Provided records Start Marker
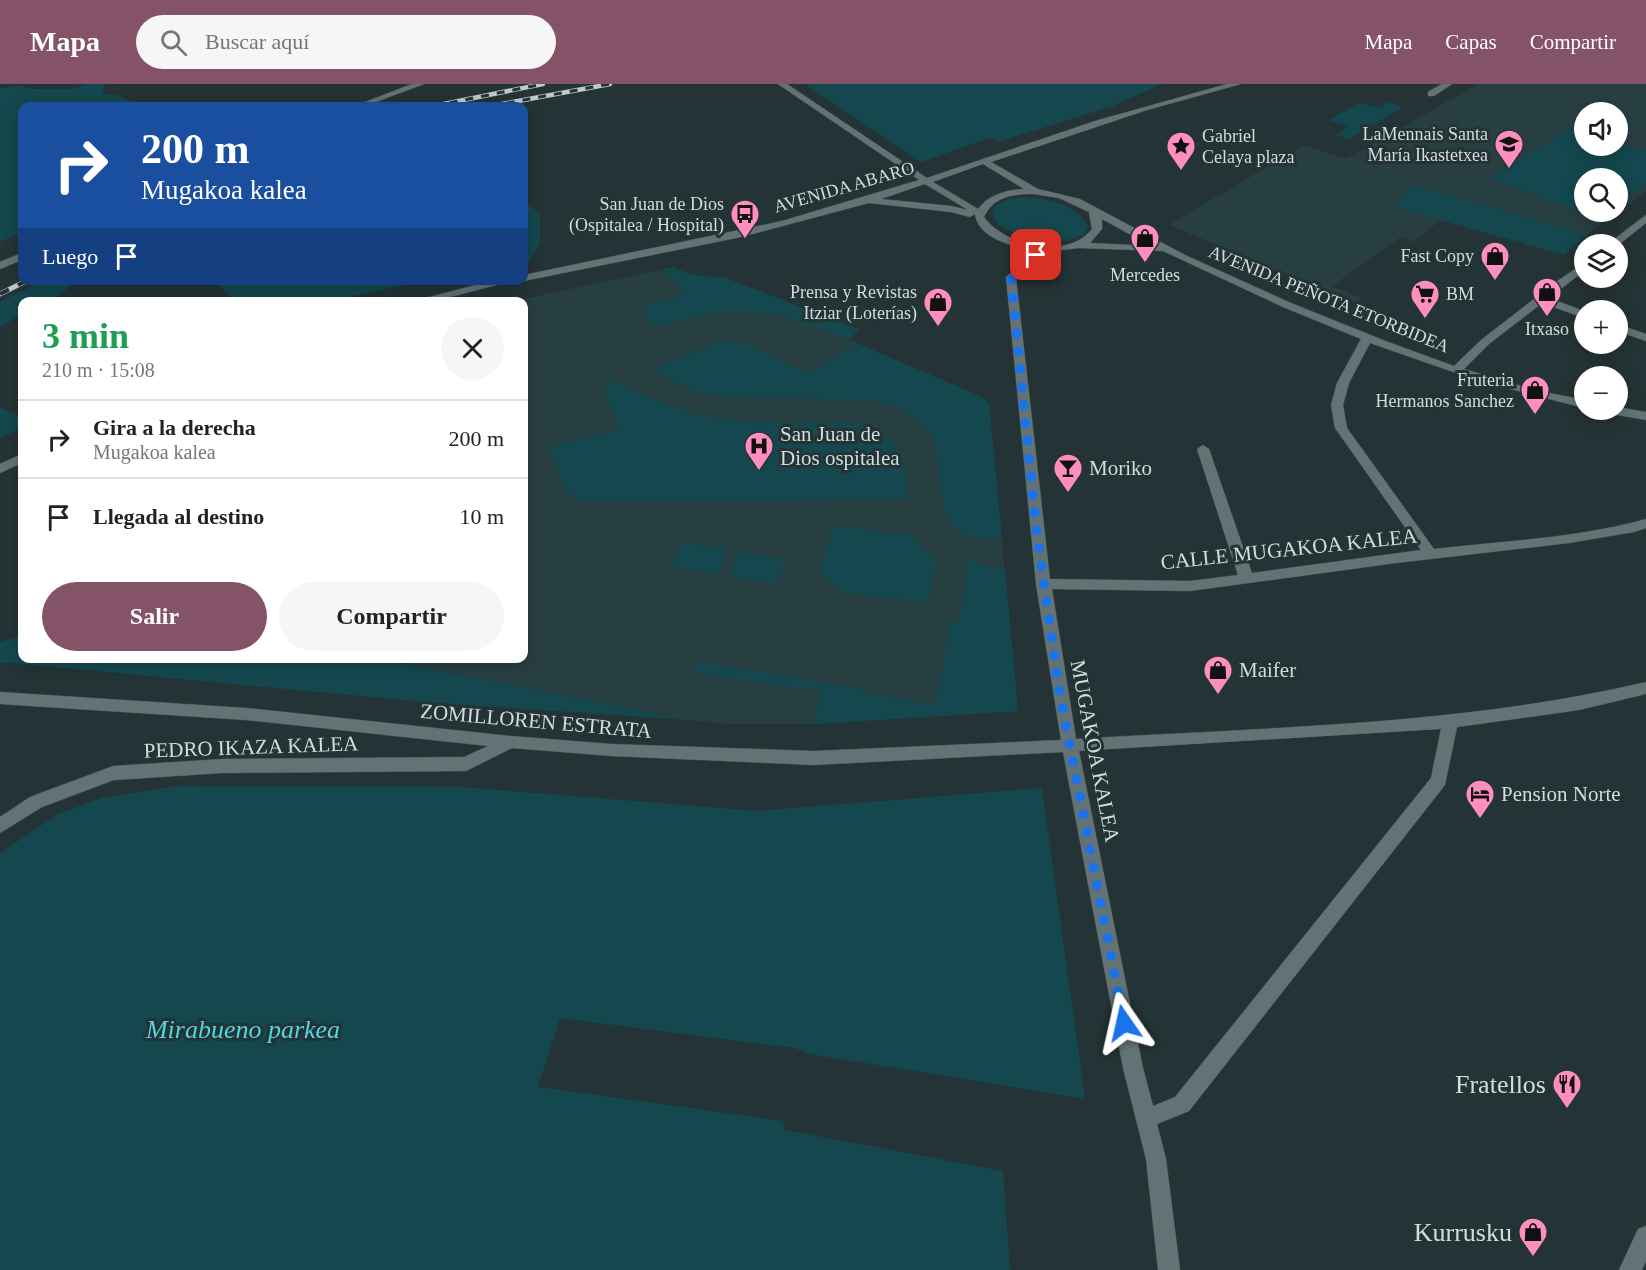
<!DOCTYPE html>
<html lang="es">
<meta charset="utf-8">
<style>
:root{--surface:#fff;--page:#f6f6f6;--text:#222;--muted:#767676;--line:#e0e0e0;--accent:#855368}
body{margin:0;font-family:Georgia,serif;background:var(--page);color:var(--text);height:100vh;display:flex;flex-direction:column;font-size:22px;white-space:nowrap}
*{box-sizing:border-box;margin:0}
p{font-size:20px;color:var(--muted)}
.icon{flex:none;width:33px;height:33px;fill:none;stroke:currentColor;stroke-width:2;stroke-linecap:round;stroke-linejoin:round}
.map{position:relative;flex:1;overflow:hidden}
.drawer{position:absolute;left:18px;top:213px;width:510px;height:366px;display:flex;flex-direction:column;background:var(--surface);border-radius:12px;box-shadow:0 3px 15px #0003}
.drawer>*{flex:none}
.top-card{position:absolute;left:18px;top:18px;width:510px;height:183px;border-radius:12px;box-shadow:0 3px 15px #0003;background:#1a4fa0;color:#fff;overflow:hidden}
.buttons{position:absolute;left:1574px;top:18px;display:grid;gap:12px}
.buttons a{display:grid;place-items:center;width:54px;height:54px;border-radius:50%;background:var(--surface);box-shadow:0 3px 15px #0003;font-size:30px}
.pin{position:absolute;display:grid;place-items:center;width:51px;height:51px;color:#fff;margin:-26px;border-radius:12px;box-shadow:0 3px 9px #0006}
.me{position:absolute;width:66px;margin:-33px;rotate:349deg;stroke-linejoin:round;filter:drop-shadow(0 0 4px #0008)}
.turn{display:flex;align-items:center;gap:21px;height:126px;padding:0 24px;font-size:27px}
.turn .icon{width:78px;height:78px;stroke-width:2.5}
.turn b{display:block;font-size:42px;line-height:51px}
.then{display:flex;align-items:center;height:57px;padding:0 24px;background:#0003;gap:12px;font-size:22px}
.round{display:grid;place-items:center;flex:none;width:63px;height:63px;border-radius:32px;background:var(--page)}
.summary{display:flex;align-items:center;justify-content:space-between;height:102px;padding:0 24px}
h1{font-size:36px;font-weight:800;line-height:45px;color:#1e9e55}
.cta{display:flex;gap:12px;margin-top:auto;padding:12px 24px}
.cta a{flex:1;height:69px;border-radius:36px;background:var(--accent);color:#fff;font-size:24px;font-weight:800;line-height:69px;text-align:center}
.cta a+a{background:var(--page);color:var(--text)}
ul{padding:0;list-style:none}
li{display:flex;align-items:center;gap:18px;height:78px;padding:0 24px;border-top:2px solid var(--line)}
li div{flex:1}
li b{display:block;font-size:22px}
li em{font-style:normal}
header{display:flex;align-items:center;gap:36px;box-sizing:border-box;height:84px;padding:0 30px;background:var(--accent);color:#fff}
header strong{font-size:28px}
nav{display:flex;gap:33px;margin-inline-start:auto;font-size:21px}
.search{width:420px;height:54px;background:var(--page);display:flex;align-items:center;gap:15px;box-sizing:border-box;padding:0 21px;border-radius:33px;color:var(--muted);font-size:22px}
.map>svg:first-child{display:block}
</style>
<header>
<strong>Mapa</strong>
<div class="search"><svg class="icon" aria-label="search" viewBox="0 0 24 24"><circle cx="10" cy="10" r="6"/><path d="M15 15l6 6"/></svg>Buscar aquí</div>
<nav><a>Mapa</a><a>Capas</a><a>Compartir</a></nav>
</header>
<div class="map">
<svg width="1646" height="1186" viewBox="0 0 1646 1186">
<rect width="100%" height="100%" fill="#243335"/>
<g fill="#283f42" fill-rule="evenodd">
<path d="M1478 0H1646V108L1586 151 1564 171 1440 136 1414 158 1401 153 1332 202 1361 214 1356 219 1169 141 1304 61 1346 75ZM1584 28H1617V62H1584ZM1584 94H1617V128H1584Z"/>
<polygon points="674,183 685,189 702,193 723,193 860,246 848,255 982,313 989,319 1018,627 814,640 728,640 690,636 380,575 524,574 524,218 514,217"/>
</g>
<g fill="#14484e">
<polygon points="86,0 105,0 102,11 116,11 143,22 22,22 22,148 0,158 0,4 23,2 29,5 72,5"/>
<polygon points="805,0 1162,0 1113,22 998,58 990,54 921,78"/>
<polygon points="1388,18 1403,23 1349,55 1336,51 1349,42 1329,36 1359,19 1380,24"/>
<polygon points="1572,43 1584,47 1584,62 1617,62 1617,58 1646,67 1646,100 1617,121 1617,94 1584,94 1584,128 1608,128 1599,134 1489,94"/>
<polygon points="1414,101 1586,151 1564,171 1395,123"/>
<path d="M1026 113C1048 115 1077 120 1088 142L1084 151C1045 164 1034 158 998 141L992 130 995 122 1008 115Z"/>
<polygon points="524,118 528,119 540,131 540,159 527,182 524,182"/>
<path d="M674 183C690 192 705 193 723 193L860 246 848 256C770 225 736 216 654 244L641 223 684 211 663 185Z"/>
<polygon points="44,196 78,197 50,217 22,218 22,230 0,243 0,218"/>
<polygon points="216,197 217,196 424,197 329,217 234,217"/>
<path d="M731 257 747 260 810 290 856 259 982 313 989 319 1002 454C990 454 976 455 965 450 926 434 953 366 920 338 907 327 890 320 874 316L726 313 693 306 650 286 716 259Z"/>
<path d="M607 293C641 308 673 328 710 333 732 336 756 338 779 339 812 340 858 330 887 352 906 367 906 393 909 415L577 417 575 409 567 411 549 363 620 345 604 309 611 302Z"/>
<polygon points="0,323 22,334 22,344 0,354"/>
<polygon points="834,442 912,451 937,477 926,518 844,509 820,488"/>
<polygon points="682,459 727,465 718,490 671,483"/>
<polygon points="739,468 785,475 777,500 730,493"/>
<polygon points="968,474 988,483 1005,485 1018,627 814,640 821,607 694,589 698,578 862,605 862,609 936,621 950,537 959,538"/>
<polygon points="22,551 22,574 380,575 690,636 436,619 0,578 0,558"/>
<polygon points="178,702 462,703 756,727 1042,704 1085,1015 810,970 794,964 560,934 538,1003 783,1037 785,1046 1003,1087 1010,1186 0,1186 0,769 58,730 102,714"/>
</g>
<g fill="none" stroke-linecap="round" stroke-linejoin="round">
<g stroke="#445152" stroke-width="1">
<g id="minor">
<polygon points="412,0 424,0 365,22 355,22"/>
<path d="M778 0H787L927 94 1095 37 1227 0H1241L1147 26 991 78 1038 105 1080 115 1185 171 1291 219 1388 258 1454 282 1481 256 1534 215 1535 212 1584 179V187L1549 214 1584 227V234L1542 219 1489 260 1464 285 1535 306 1584 316V324L1479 297 1370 259 1349 299 1343 321 1347 344 1434 465C1505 457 1578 454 1646 435V444L1634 448 1569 459 1396 479 1190 507 1052 505 1076 655C1266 643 1460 642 1646 598V610L1579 626 1457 643 1445 701 1189 1027 1157 1040 1166 1075 1180 1186H1158L1146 1075 1123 984 1063 668 814 681 611 672 512 664 466 687 222 689 114 696 42 723 0 749V733L30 713 113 682 222 675 464 673 488 662 246 636 0 620V608L246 624 511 652 611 660 814 667 1061 656 1036 500 1006 193 1036 167C1015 163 978 155 975 130L970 133 951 128 869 119 741 153 524 197 522 196 524 191 782 137 919 96ZM983 80 1024 105C1007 106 989 110 978 125L933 98ZM925 100 968 126 951 122 881 115ZM1034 110 1059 114 1089 128 1092 145C1067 177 1005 162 984 133 994 112 1013 110 1034 110ZM1102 135 1151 162 1090 159 1102 145ZM1079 164 1163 167 1283 223 1361 255 1337 299 1331 321 1335 344 1421 466 1252 489 1209 365 1203 361 1197 365 1238 491 1190 497 1050 495 1016 194 1047 168ZM1441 645 1431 694 1175 1013 1153 1022 1143 984 1079 667Z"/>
<polygon points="1442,0 1452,0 1434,12 1428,12 1428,8"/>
<polygon points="1646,131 1646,139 1617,162 1608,160"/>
<polygon points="22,169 22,176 0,185 0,178"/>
<polygon points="495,196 516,196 431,218 410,218"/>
<polygon points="1617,240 1646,250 1646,257 1617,247"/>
<polygon points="1617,323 1646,328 1646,336 1611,330 1605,326 1617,326"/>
<polygon points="22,370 22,379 0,389 0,380"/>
<polygon points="1646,1142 1646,1177 1642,1186 1619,1186 1638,1145"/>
</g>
</g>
<use href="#minor" fill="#637375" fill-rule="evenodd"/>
<g stroke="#c1cacb" stroke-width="4.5">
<g id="rail-far1">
<polyline points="434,22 543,0"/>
<polyline points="491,22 610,0"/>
</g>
</g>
<g stroke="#c1cacb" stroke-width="5">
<polyline id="rail" points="0,210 28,196"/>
</g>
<use href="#rail-far1" stroke="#243335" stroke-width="3" stroke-dasharray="8" stroke-linecap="butt"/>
<use href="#rail" stroke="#243335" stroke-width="4" stroke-dasharray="10" stroke-linecap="butt"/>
</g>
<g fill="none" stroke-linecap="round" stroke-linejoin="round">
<polyline stroke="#1a73e8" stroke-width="10" stroke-dasharray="0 18" points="1036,171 1011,193 1036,443 1059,606 1124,939"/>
</g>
<defs>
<g id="school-pin" transform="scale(1.5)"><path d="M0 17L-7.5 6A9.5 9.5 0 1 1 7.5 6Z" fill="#fe8ebd" stroke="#243335"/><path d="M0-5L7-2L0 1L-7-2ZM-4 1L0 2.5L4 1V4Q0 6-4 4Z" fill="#111"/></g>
<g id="sight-pin" transform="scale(1.5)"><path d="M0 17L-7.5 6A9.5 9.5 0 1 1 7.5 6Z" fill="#fe8ebd" stroke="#243335"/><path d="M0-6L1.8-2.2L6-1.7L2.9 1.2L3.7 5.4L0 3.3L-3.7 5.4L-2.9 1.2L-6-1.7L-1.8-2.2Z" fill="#111"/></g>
<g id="bus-pin" transform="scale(1.5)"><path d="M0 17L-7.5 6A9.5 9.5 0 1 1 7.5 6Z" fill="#fe8ebd" stroke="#243335"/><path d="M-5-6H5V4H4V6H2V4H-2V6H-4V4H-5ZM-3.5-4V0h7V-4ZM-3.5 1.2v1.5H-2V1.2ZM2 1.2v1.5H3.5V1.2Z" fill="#111"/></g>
<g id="shop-pin" transform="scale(1.5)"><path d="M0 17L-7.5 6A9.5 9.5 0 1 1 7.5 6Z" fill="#fe8ebd" stroke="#243335"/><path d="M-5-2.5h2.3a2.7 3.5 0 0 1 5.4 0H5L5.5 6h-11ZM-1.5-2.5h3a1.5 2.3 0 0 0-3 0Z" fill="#111"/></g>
<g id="supermarket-pin" transform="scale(1.5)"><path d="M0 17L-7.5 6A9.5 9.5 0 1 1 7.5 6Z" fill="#fe8ebd" stroke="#243335"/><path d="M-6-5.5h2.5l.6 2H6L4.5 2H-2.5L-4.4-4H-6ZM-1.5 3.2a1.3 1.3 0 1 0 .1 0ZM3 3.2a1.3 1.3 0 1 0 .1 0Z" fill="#111"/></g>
<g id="hospital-pin" transform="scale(1.5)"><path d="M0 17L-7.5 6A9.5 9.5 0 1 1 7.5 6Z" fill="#fe8ebd" stroke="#243335"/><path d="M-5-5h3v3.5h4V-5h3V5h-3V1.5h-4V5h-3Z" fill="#111"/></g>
<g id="bar-pin" transform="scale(1.5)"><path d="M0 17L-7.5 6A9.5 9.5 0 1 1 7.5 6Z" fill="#fe8ebd" stroke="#243335"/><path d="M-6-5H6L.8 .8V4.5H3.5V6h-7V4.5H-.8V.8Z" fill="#111"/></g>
<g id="hotel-pin" transform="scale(1.5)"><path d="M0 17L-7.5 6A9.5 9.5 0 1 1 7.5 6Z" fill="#fe8ebd" stroke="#243335"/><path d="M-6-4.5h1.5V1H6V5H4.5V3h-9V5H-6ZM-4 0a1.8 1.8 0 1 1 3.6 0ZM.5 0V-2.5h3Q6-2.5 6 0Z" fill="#111"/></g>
<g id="restaurant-pin" transform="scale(1.5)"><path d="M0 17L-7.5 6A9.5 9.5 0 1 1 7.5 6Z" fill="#fe8ebd" stroke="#243335"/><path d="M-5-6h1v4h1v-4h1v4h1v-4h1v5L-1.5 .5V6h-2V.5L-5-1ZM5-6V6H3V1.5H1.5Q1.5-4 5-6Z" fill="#111"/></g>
</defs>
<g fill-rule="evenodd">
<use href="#school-pin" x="1509" y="60"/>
<use href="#sight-pin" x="1181" y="62"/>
<use href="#bus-pin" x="745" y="130"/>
<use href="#shop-pin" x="1145" y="154"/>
<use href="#shop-pin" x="1495" y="172"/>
<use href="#shop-pin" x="1547" y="208"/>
<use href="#supermarket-pin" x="1425" y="210"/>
<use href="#shop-pin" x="938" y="218"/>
<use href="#shop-pin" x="1535" y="306"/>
<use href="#hospital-pin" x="759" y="362"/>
<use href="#bar-pin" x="1068" y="384"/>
<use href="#shop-pin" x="1218" y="586"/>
<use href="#hotel-pin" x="1480" y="710"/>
<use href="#restaurant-pin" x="1567" y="1000"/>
<use href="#shop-pin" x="1533" y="1148"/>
</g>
<g text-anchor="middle" stroke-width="6" stroke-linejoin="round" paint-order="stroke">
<g font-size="18" fill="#d3dcdd" stroke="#243335" text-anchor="end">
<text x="1488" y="56">LaMennais Santa<tspan x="1488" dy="21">María Ikastetxea</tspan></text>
<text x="1202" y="58" text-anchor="start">Gabriel<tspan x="1202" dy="21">Celaya plaza</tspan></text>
<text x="724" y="126">San Juan de Dios<tspan x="724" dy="21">(Ospitalea / Hospital)</tspan></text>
<text x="1474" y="178">Fast Copy</text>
<text x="1145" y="197" text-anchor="middle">Mercedes</text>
<text x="917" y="214">Prensa y Revistas<tspan x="917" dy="21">Itziar (Loterías)</tspan></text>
<text x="1446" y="216" text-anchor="start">BM</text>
<text x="1547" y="251" text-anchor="middle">Itxaso</text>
<text x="1514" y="302">Fruteria<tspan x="1514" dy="21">Hermanos Sanchez</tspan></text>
</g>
<g font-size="18" fill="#d3dcdd" stroke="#243335">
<text transform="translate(844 103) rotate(-16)" y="6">AVENIDA ABARO</text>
<text transform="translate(1329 215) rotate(22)" y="6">AVENIDA PEÑOTA ETORBIDEA</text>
</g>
<g font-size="21" fill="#d3dcdd" stroke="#243335" text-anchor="start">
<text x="780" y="357">San Juan de<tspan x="780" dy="24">Dios ospitalea</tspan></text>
<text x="1089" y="391">Moriko</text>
<text x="1239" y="593">Maifer</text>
<text x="1501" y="717">Pension Norte</text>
</g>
<g font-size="21" fill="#d3dcdd" stroke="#243335">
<text transform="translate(1289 465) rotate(-6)" y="7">CALLE MUGAKOA KALEA</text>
<text transform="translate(536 637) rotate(5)" y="7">ZOMILLOREN ESTRATA</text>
<text transform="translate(251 663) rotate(-2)" y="7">PEDRO IKAZA KALEA</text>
<text transform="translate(1095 667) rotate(79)" y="7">MUGAKOA KALEA</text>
</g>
<g font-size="26" font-style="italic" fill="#50d6e3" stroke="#243335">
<text x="243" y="954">Mirabueno parkea</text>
</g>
<g font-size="26" fill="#d3dcdd" stroke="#243335" text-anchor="end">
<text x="1546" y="1009">Fratellos</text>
<text x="1512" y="1157">Kurrusku</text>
</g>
</g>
</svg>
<div class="buttons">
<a><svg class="icon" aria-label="sound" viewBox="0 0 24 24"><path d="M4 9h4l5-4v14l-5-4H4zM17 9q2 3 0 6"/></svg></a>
<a><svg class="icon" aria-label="search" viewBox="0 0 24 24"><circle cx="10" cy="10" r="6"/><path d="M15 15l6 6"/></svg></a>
<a><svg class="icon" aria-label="layers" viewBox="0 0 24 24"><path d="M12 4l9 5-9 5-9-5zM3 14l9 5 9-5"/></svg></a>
<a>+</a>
<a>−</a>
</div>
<div class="pin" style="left:1036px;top:171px;background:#d93025"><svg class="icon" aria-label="arrive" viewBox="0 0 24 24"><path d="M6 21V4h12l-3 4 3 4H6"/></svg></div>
<svg class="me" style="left:1124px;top:939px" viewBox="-20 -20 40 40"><path d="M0-17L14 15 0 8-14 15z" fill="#1a73e8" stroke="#fff" stroke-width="4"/></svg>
<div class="top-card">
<div class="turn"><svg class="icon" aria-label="right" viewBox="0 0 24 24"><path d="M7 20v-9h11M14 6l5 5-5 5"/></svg><div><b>200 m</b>Mugakoa kalea</div></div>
<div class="then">Luego<svg class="icon" aria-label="arrive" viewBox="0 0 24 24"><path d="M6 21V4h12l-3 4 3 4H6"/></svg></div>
</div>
<section class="drawer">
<div class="summary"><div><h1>3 min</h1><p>210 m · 15:08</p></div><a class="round"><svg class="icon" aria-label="close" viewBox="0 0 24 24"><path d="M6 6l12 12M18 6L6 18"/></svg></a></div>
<ul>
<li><svg class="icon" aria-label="right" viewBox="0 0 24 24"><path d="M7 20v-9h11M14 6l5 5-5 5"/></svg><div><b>Gira a la derecha</b><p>Mugakoa kalea</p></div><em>200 m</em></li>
<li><svg class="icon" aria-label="arrive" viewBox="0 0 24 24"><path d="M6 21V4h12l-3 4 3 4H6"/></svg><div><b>Llegada al destino</b></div><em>10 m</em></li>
</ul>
<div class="cta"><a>Salir</a><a>Compartir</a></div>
</section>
</div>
Provided records End Marker
*Assignment:*
Look through the entries above. Copy each line in which the string "column" occurs.

*Output for this exercise:*
body{margin:0;font-family:Georgia,serif;background:var(--page);color:var(--text);height:100vh;display:flex;flex-direction:column;font-size:22px;white-space:nowrap}
.drawer{position:absolute;left:18px;top:213px;width:510px;height:366px;display:flex;flex-direction:column;background:var(--surface);border-radius:12px;box-shadow:0 3px 15px #0003}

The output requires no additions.